AboutCode tools are...

  • ScanCode toolkit a popular command line tool to scan code for licenses, copyrights and packages, used by many organizations and FOSS projects, small and large.

  • AboutCode manager a JavaScript, electron-based desktop application to review scan results

  • AboutCode toolkit a command line tool to document and inventory known packages and licenses and generate attribution docs

  • DeltaCode toolkit: an emerging command line tool to compare codebases in the large and determine if there are material differences

  • TraceCode toolkit: an emerging command line tool to find which source code is used to create a compiled binary

  • VulnerableCode server: an emerging server-side application to track package vulnerabilities

  • AboutCode server: an emerging server-side application to run and organize scans and ABC data (formerly ScanCode server)

  • Conan: an emerging command line tool to analyze the code in Docker and container images

  • license-expression: a library to parse and render boolean license expression (such as SPDX)

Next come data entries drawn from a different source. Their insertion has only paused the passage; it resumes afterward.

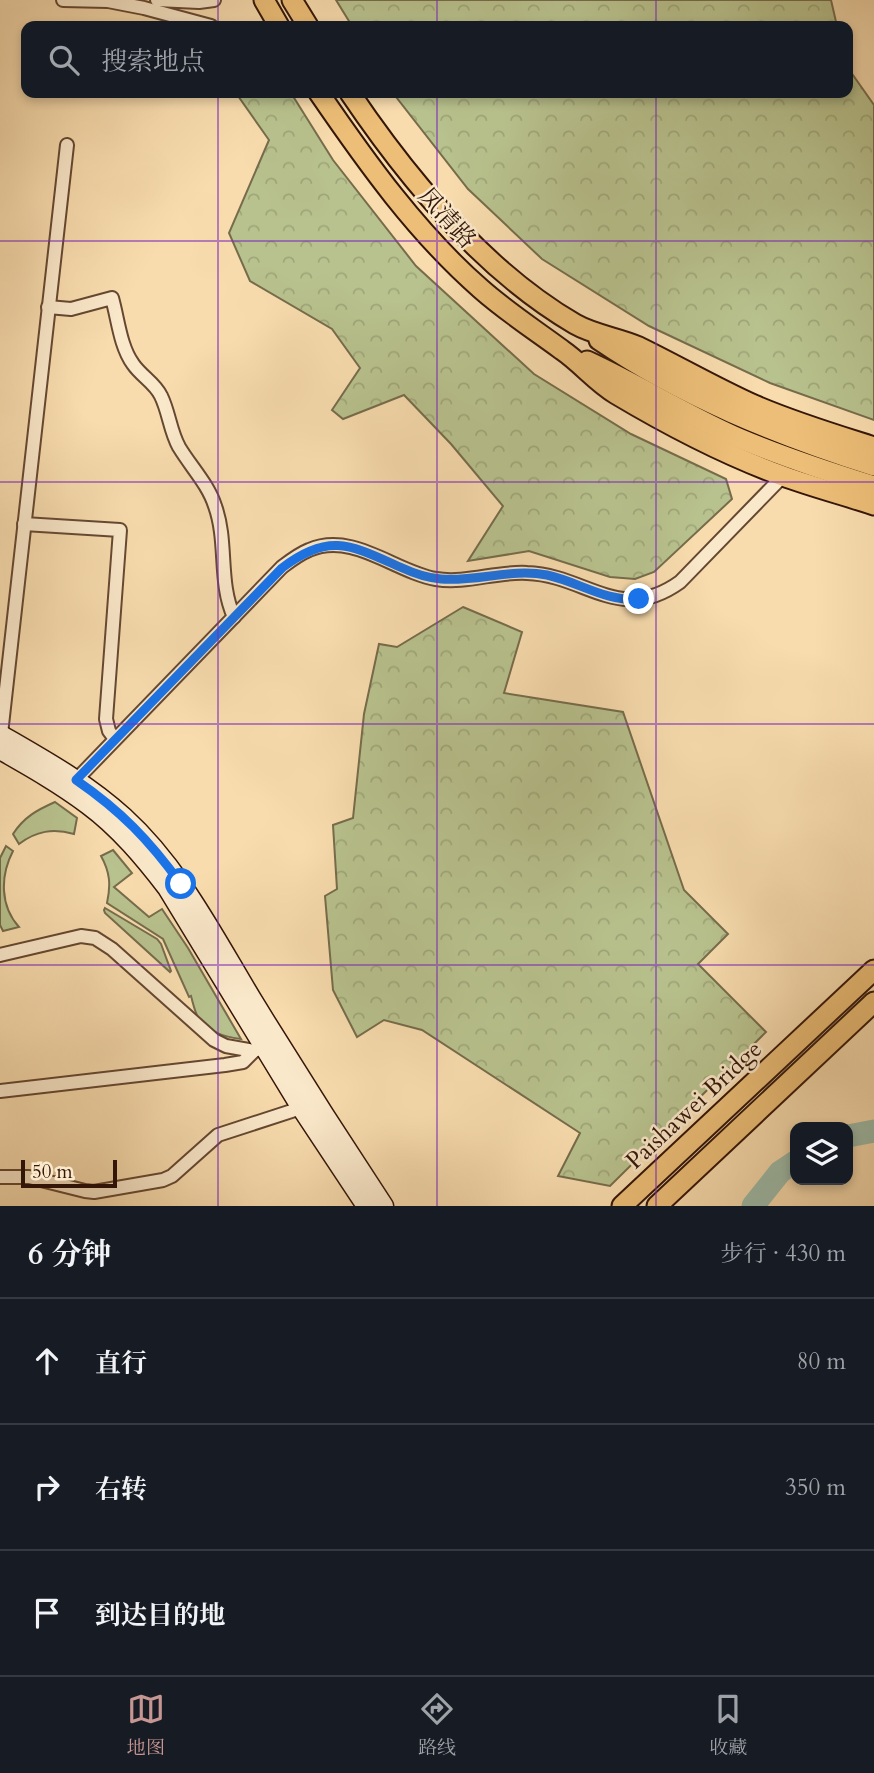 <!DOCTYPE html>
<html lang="zh">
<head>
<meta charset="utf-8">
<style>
  body { margin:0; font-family:Cardo,"Noto Serif SC",serif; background:#242831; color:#f1f3f6 }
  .controls { position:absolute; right:21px; bottom:21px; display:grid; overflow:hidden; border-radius:14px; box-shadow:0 4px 10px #0003 }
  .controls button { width:63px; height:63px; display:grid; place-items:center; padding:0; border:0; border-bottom:2px solid #363941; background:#171b24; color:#f1f3f6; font:35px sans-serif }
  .scale { position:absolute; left:21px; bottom:18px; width:96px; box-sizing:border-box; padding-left:7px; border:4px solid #341609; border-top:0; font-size:19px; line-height:24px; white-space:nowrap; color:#341609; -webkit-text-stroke:5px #fae8ca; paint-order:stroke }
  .stop { position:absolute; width:21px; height:21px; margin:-16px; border:5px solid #1a73e8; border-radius:50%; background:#fff }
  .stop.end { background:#1a73e8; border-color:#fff; box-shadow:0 2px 7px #0008 }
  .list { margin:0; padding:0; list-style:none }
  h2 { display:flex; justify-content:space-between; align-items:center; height:91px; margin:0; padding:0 28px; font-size:30px }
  h2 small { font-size:23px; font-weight:400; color:#9ea1a6 }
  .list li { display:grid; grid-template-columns:46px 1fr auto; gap:21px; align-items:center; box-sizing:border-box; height:126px; padding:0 28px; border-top:2px solid #363941 }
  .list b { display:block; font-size:26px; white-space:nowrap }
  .list em { font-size:23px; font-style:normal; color:#9ea1a6 }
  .icon { flex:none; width:38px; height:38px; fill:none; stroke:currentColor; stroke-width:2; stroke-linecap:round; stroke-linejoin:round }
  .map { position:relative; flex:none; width:874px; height:1206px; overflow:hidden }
  .search { position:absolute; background:#171b24; box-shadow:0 4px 10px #0003; left:21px; right:21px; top:21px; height:77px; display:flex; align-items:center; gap:18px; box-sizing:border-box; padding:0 24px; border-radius:14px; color:#9ea1a6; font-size:26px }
  .sheet { height:469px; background:#171b24 }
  nav { display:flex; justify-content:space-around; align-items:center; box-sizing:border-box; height:98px; border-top:2px solid #363941; background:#171b24; font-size:19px; color:#9ea1a6 }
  nav a { display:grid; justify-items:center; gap:4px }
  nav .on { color:#c59692 }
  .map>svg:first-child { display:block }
  .grass { fill:#b8c28e; stroke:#766c4c; stroke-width:2 }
  .forest { fill:url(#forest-crowns); stroke:#766c4c; stroke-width:2 }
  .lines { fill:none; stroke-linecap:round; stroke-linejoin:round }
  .river { stroke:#9dbcaa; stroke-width:23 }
  .street-casing { stroke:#654832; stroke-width:16 }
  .secondary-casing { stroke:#341609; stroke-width:21 }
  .primary-casing { stroke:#341609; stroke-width:23 }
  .street { stroke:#fae8ca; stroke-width:12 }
  .secondary { stroke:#fae8ca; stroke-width:18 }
  .primary { stroke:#ecbe77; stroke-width:19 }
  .route { stroke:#1a73e8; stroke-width:9 }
  .grid { fill:none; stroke:#7b2cbf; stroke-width:2; stroke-opacity:0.55 }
  .labels { text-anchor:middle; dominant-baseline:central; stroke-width:5; stroke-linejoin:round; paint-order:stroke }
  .street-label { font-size:24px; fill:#341609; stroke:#fae8ca }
</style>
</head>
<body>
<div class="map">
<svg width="874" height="1206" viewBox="0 0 874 1206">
  <defs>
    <pattern id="forest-crowns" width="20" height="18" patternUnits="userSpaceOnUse" patternTransform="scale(1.75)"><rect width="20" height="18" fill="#b8c28e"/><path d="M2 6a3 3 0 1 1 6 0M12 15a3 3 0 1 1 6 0" fill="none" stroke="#9fa679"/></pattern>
  </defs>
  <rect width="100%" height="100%" fill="#f8dcae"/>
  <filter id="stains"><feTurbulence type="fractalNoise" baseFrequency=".00286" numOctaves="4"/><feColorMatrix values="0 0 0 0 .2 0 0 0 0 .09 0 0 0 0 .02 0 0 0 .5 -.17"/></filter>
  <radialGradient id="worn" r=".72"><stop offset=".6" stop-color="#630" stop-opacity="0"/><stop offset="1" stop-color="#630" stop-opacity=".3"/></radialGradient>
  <g class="grass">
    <path d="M 55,802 L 77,818 L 74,834 C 53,828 36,831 19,844 L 13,834 C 24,817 37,810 55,802 Z"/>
    <path d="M 6,846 L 13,851 C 0,876 0,906 19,927 L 3,931 L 0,925 L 0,858 Z"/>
    <path d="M 113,850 L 132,873 L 114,887 L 149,917 L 162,909 L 188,948 L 241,1039 C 225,1037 208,1032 199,1019 C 195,1013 193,1003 191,996 L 189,997 L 163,939 L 107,903 C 111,885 110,872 101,856 Z"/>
    <path d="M 105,908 L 157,939 L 161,944 L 171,971 L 170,972 L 105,913 L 104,910 Z"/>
  </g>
  <g class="forest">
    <path d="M 336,0 L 831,0 L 837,26 L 352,26 Z"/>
    <path d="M 848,68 L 874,105 L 874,420 L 770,383 L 649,326 L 542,259 L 468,189 L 393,93 L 848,93 Z"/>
    <path d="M 236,93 L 291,93 L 333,160 L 416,266 L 534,374 L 631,434 L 726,479 L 732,499 L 654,572 L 635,579 L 610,577 L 529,551 L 468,561 L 503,506 L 451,444 L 404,395 L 343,419 L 332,410 L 360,368 L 332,329 L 250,281 L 229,233 L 269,140 Z"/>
    <path d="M 463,607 L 522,632 L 504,693 L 623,712 L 684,890 L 728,934 L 698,964 L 766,1032 L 610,1186 L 558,1176 L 580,1133 L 422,1030 L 384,1020 L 357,1037 L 333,990 L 325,896 L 337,889 L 333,825 L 353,818 L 364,714 L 379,644 L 397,647 Z"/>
  </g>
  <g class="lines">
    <g class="river">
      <path d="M 848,1136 L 874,1131"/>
      <path d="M 753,1206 L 780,1172 L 795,1162"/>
    </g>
    <g class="street-casing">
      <g id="street">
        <path d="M 63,0 L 108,1"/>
        <path d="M 117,0 L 108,1 L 144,8 L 211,26"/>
        <path d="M 157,0 L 199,2 L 214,0"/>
        <path d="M 48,307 L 71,309 L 112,298 C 118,319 120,346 133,364 C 141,376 155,383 161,396 C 169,412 170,431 179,447 C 191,467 208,484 215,506 C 228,542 218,582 234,617"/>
        <path d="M 24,524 L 120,530 L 106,719 L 109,731 L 115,739"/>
        <path d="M 1,734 L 67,145"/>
        <path d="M 76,780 L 282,567 C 290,561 299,554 309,550 C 353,531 395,572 436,579 C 466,584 497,571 527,573 C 586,575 620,625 680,582 L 783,476"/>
        <path d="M 0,955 L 81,936 L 95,938 L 112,949 L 214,1040 L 226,1046 L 254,1051"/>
        <path d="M 0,1091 L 225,1065 L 243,1062 L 254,1051 L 259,1049"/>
        <path d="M 0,1177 L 29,1177 L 85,1191 L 94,1192 L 163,1180 L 172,1176 L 218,1135 L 301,1108"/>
      </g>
    </g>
    <g class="secondary-casing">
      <g id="secondary">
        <path d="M 0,734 C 43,759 87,783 124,817 C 179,867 214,936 252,999 C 295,1069 339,1138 384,1206"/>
        <path d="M 0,750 C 30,767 60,784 88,805 C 119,828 144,858 167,888 L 301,1108 L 366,1206"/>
      </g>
    </g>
    <g class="primary-casing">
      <g id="primary">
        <path d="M 264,0 L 279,26"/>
        <path d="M 292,0 L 308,26"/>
        <path d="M 319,93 C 367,163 417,233 481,289 C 507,312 535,330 562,350 C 581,363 596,382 616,394 C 668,425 725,455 783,476 C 813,487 844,495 874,505"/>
        <path d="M 350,93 C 408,179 484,271 575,324 C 594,335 619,338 639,347 C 678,366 714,387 754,405 C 793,422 833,434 874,447"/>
        <path d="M 599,340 C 683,397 777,435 874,466"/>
        <path d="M 587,361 C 639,385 688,416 741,439 C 784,457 829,472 874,486"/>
        <path d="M 622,1206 L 874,970"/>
        <path d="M 657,1206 L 874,1002"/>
      </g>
    </g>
    <use href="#street" class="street"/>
    <use href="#secondary" class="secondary"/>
    <use href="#primary" class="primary"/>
  </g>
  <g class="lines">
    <path class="route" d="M 181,884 C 149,840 121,811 76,780 L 282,568 C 329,532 351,545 400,567 C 413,573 427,578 441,579 C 477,582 511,568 547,575 C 579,582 606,602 639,599"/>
  </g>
  <path class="grid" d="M 218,0 L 218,26M 437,0 L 437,26M 656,0 L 656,26M 218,93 L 218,1206M 437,93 L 437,1206M 656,93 L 656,1206M 0,241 L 874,241M 0,482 L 874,482M 0,724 L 874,724M 0,965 L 874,965"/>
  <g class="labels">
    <g class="street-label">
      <text transform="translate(447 218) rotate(48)">凤清路</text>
      <text transform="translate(694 1105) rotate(-43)">Paishawei Bridge</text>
    </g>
  </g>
  <rect width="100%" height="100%" filter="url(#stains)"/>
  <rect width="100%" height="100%" fill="url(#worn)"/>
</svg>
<div class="controls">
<button><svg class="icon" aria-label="layers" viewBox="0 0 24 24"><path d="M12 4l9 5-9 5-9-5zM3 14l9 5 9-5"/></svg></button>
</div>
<div class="scale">50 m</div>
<div class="stop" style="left:181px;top:884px"></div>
<div class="stop end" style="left:639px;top:599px"></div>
<div class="search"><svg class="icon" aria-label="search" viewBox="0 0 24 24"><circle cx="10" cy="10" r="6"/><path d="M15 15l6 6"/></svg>搜索地点</div>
</div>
<section class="sheet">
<h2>6 分钟<small>步行 · 430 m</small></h2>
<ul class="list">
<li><svg class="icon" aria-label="ahead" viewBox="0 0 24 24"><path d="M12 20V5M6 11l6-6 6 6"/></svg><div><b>直行</b></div><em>80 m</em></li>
<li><svg class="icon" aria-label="right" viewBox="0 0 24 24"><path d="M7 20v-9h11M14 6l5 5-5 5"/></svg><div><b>右转</b></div><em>350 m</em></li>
<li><svg class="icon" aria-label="arrive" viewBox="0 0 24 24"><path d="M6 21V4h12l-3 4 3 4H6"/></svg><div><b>到达目的地</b></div></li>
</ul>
</section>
<nav>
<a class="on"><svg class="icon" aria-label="map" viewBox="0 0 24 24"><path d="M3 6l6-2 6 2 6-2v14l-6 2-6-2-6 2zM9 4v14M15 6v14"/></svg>地图</a>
<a><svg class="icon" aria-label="directions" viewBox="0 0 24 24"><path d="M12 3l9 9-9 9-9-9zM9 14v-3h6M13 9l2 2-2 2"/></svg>路线</a>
<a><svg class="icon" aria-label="saved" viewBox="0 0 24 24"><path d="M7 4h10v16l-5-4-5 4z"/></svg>收藏</a>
</nav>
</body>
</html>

  • Other emerging tools for source and binary code matching/search and package inventories.

We also work closely with other orgs and projects:

  • purl aka. Package URLs https://github.com/package-url which is an emerging ways to reference software packages of all types.

  • SPDX.org aka. Software Package Data Exchange, a spec to document the origin and licensing of packages

Contact

Join the chat online or by IRC at https://gitter.im/aboutcode-org/discuss introduce yourself and start the discussion!

For personal issues, you can contact the primary org admin directly: @pombredanne and [email protected]

Please ask questions the smart way: http://www.catb.org/~esr/faqs/smart-questions.html

Technology

Discovering the origin of code is a vast topic. We primarily use Python for this and some C/C++ (and eventually Rust) for performance sensitive code and Electron/JavaScript for GUI. We are open to using any other language within reason.

Our domain includes text analysis and processing (for instance for copyrights and licenses), parsing (for package manifest formats), binary analysis (to detect the origin and license of binaries, which source code they come from, etc) as well as web based tools and APIs (to expose the tools and libraries as web services) and low-level data structures for efficient matching (such as Aho- Corasick and other automata)

About your project application

We expect your application to be in the range of 1000 words. Anything less than that will probably not contain enough information for us to determine whether you are the right person for the job. Your proposal should contain at least the following information, plus anything you think is relevant:

  • Your name

  • Title of your proposal

  • Abstract of your proposal

  • Detailed description of your idea including explanation on why is it innovative and what it will contribute

  • hint: explain your data structures and the main processing flows in details.

  • Description of previous work, existing solutions (links to prototypes, bibliography are more than welcome)

  • Mention the details of your academic studies, any previous work, internships

  • Relevant skills that will help you to achieve the goal (programming languages, frameworks)?

  • Any previous open-source projects (or even previous GSoC) you have contributed to and links.

  • Do you plan to have any other commitments during GSoC that may affect your work? Any vacations/holidays? Will you be available full time to work on your project? (Hint: do not bother applying if this is not a serious full time commitment)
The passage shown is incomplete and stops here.